The system tried to connect using IPv6, and if it failed tries IPv4. Having
IPv6 it makes it much faster, but if IPv6 failed IPv4 took longer. Result:
advise to disable IPv6.

El lun, 20 de may de 2024, 15:50, Patrik Schindler <poc@xxxxxxxxxx>
escribió:

Hello Raul,

Am 20.05.2024 um 18:27 schrieb Raul Alberto Jager Weiler <
raul.jager@xxxxxxxxx>:

The scarcity of IP addresses is no problem at all if you go to IPv6.
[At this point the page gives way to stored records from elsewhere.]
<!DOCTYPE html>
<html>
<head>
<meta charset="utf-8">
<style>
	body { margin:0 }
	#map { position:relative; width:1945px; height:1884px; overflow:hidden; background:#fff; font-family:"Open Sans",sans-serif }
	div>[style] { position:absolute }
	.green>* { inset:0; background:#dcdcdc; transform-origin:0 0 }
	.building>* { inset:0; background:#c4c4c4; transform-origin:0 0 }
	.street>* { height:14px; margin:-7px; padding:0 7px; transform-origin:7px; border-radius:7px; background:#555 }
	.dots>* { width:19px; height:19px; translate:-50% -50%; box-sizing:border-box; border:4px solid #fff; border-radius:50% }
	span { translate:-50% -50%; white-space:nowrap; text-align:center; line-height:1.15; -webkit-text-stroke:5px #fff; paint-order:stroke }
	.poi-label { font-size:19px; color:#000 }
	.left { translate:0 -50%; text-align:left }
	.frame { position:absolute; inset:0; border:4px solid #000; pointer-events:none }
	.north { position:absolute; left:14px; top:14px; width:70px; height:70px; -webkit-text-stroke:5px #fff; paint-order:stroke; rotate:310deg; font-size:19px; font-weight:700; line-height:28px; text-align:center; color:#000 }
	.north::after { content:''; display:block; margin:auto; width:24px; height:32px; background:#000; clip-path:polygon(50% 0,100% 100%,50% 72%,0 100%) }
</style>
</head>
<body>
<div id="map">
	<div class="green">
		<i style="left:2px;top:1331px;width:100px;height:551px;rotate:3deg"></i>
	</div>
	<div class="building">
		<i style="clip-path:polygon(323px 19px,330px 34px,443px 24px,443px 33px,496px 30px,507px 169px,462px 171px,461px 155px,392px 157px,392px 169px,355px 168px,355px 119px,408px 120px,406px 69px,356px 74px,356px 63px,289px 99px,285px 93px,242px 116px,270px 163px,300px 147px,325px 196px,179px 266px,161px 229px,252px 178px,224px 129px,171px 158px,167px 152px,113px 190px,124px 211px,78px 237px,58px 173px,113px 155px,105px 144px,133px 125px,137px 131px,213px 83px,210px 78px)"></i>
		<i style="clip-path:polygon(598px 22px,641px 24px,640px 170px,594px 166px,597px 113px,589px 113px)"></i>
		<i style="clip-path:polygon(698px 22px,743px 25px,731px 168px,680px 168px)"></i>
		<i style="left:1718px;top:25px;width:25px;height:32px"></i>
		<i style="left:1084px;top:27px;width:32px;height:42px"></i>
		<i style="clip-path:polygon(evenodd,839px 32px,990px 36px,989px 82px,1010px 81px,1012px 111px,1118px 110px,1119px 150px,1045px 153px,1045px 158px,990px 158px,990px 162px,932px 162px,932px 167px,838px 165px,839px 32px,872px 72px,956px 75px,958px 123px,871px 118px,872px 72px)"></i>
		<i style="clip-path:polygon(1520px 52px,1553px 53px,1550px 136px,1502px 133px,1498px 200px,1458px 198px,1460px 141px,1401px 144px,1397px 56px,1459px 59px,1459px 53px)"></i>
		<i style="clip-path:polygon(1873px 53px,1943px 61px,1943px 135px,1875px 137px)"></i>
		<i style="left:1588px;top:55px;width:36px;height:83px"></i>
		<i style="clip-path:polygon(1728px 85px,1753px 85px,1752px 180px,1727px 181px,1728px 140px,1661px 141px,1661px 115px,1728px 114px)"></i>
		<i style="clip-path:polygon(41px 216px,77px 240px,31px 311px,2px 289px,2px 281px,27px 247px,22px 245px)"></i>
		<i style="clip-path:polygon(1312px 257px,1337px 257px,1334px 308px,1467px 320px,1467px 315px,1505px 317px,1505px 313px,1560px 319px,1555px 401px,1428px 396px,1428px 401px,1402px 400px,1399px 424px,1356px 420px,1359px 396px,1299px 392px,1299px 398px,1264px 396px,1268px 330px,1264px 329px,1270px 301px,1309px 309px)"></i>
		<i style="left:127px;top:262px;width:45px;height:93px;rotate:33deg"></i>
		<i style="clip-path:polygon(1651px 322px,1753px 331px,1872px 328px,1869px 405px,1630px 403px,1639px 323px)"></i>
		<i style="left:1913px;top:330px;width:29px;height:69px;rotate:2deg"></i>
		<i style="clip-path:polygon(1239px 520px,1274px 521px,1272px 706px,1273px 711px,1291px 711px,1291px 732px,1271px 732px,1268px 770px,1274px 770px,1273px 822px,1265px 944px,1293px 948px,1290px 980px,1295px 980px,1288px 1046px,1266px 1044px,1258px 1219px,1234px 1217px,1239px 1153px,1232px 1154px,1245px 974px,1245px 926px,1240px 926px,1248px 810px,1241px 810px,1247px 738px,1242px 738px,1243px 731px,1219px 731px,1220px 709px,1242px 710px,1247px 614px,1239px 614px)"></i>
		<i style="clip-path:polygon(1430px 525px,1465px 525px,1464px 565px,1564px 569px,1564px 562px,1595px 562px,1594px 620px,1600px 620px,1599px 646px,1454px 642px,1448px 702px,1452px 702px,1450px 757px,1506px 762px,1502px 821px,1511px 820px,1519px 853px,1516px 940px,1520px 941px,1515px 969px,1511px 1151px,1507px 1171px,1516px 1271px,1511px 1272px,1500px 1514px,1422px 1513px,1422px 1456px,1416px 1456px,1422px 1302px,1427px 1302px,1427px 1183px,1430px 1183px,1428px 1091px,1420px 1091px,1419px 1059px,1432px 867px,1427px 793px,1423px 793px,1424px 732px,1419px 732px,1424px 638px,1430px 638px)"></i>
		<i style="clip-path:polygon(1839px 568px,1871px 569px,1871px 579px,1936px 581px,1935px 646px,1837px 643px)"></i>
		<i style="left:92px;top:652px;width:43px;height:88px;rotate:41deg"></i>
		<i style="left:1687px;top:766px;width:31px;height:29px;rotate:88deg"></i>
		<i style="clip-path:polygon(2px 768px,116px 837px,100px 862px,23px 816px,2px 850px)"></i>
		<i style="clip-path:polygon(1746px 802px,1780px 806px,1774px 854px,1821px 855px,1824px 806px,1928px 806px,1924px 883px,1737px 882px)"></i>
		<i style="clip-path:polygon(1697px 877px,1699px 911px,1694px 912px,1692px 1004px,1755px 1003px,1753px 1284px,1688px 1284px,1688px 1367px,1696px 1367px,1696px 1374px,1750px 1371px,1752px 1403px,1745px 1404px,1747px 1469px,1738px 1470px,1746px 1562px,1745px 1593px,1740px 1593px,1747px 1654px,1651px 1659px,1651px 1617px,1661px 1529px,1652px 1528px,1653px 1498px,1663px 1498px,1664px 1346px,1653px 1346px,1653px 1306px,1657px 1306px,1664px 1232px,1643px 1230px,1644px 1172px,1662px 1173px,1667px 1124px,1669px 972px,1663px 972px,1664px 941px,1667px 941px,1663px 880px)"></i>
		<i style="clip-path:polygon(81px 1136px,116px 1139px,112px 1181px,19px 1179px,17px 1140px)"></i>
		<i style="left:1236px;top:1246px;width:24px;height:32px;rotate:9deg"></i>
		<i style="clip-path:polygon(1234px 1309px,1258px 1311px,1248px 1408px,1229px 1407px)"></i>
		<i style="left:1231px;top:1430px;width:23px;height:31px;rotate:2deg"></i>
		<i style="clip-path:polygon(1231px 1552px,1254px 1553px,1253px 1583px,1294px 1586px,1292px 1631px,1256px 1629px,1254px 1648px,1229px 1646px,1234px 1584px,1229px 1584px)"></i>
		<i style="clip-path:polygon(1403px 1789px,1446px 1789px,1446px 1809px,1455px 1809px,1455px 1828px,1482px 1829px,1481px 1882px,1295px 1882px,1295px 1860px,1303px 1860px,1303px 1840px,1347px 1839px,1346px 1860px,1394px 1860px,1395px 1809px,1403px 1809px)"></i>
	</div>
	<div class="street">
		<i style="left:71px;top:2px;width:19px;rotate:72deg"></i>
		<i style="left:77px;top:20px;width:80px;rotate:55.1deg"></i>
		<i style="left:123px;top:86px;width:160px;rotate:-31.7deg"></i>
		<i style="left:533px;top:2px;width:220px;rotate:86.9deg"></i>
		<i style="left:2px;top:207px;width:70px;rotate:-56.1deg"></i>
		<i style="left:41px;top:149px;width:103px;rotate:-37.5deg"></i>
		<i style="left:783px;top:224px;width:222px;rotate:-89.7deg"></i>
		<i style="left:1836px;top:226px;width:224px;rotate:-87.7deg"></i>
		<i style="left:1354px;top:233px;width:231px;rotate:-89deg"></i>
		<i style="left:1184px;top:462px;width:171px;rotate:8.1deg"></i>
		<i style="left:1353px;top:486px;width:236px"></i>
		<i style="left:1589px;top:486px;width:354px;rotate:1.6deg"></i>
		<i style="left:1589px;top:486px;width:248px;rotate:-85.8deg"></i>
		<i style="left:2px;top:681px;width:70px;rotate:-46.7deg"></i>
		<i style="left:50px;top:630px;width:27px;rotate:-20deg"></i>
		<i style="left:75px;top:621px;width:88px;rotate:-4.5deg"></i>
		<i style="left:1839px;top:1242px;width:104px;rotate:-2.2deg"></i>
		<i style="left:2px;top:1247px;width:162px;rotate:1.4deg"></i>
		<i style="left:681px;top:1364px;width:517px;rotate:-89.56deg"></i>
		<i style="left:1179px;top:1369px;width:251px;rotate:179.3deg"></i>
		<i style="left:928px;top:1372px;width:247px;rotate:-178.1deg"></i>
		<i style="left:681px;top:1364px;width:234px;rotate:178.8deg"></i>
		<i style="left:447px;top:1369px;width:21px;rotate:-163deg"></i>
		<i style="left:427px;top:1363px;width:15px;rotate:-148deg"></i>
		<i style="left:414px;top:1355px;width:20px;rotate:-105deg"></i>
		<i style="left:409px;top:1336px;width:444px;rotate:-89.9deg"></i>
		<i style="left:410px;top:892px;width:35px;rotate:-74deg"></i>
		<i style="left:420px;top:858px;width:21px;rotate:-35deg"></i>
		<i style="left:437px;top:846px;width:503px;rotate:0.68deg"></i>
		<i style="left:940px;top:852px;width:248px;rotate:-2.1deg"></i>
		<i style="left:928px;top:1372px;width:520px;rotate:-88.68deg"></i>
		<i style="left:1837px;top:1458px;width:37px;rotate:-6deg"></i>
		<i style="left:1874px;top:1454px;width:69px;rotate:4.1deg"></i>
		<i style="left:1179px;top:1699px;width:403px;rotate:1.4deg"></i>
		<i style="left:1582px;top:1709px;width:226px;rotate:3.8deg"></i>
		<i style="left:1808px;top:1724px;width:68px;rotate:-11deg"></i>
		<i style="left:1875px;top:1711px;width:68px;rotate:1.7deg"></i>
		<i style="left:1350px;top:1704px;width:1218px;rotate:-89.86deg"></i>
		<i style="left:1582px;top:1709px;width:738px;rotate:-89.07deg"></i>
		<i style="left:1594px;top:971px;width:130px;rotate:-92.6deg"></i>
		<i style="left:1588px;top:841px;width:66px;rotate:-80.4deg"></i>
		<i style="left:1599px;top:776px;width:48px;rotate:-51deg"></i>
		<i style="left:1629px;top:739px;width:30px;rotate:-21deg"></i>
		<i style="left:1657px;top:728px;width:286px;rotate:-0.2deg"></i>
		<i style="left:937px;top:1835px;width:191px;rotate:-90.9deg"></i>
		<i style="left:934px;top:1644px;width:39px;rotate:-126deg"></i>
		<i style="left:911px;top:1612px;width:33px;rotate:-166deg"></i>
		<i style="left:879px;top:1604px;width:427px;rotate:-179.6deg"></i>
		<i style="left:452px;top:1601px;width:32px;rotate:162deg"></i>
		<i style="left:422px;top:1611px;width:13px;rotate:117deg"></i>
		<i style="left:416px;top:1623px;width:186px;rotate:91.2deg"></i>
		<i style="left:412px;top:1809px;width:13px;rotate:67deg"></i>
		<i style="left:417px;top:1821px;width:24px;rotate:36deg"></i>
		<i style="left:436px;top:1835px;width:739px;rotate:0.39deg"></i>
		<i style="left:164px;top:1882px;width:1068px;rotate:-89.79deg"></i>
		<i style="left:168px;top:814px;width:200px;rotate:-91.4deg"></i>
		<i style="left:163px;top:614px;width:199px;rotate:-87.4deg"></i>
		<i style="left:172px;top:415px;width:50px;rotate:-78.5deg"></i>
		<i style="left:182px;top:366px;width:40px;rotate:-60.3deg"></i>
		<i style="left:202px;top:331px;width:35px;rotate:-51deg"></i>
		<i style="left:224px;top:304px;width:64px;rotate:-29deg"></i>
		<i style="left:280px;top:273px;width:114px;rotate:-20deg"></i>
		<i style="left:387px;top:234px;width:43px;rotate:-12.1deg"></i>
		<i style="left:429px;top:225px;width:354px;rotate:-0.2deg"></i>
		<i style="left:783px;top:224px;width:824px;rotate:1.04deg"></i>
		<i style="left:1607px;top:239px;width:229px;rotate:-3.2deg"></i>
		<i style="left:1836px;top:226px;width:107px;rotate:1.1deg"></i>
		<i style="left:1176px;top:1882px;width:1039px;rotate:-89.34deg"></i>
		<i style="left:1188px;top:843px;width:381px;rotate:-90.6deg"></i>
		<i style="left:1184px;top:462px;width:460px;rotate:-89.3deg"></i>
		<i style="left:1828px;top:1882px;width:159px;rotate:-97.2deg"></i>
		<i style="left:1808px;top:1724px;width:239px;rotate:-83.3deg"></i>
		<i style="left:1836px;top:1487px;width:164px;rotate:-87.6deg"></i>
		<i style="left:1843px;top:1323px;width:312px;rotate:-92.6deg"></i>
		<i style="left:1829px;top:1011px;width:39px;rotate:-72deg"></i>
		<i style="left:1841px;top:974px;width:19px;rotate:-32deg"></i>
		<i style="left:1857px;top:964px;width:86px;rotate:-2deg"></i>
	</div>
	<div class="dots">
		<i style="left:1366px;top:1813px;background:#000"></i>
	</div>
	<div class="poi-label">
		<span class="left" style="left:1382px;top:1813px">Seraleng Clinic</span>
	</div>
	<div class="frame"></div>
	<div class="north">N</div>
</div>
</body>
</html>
Not a thing in the early 1990s, which is what I'm referring to to explain
why virtual hosting was invented.

There are still internet providers not assigning IPv6 prefixes. There are
still some unsolved glitches with IPv6 in SOHO environments with multiple
internet providers/access technologies, and prefixes in the same LAN
segment. Add a IPv4 VPN tunnel and split DNS and you'll have lots of fun.

And, IPv6 doesn't help reaching IPv4 only servers.

While I do see the long term need for IPv6 but given the fact that
adoption got traction no earlier than 2010, I'm very cautious with
predictions about IPv6.

I did site-wide deployments on my former and current employer.

IPv6 works wonderful in the i now that they discarded the "Happy
eyeballs" protocol that caused delays when IPv6 is enabled.

What is this "Happy eyeballs" protocol?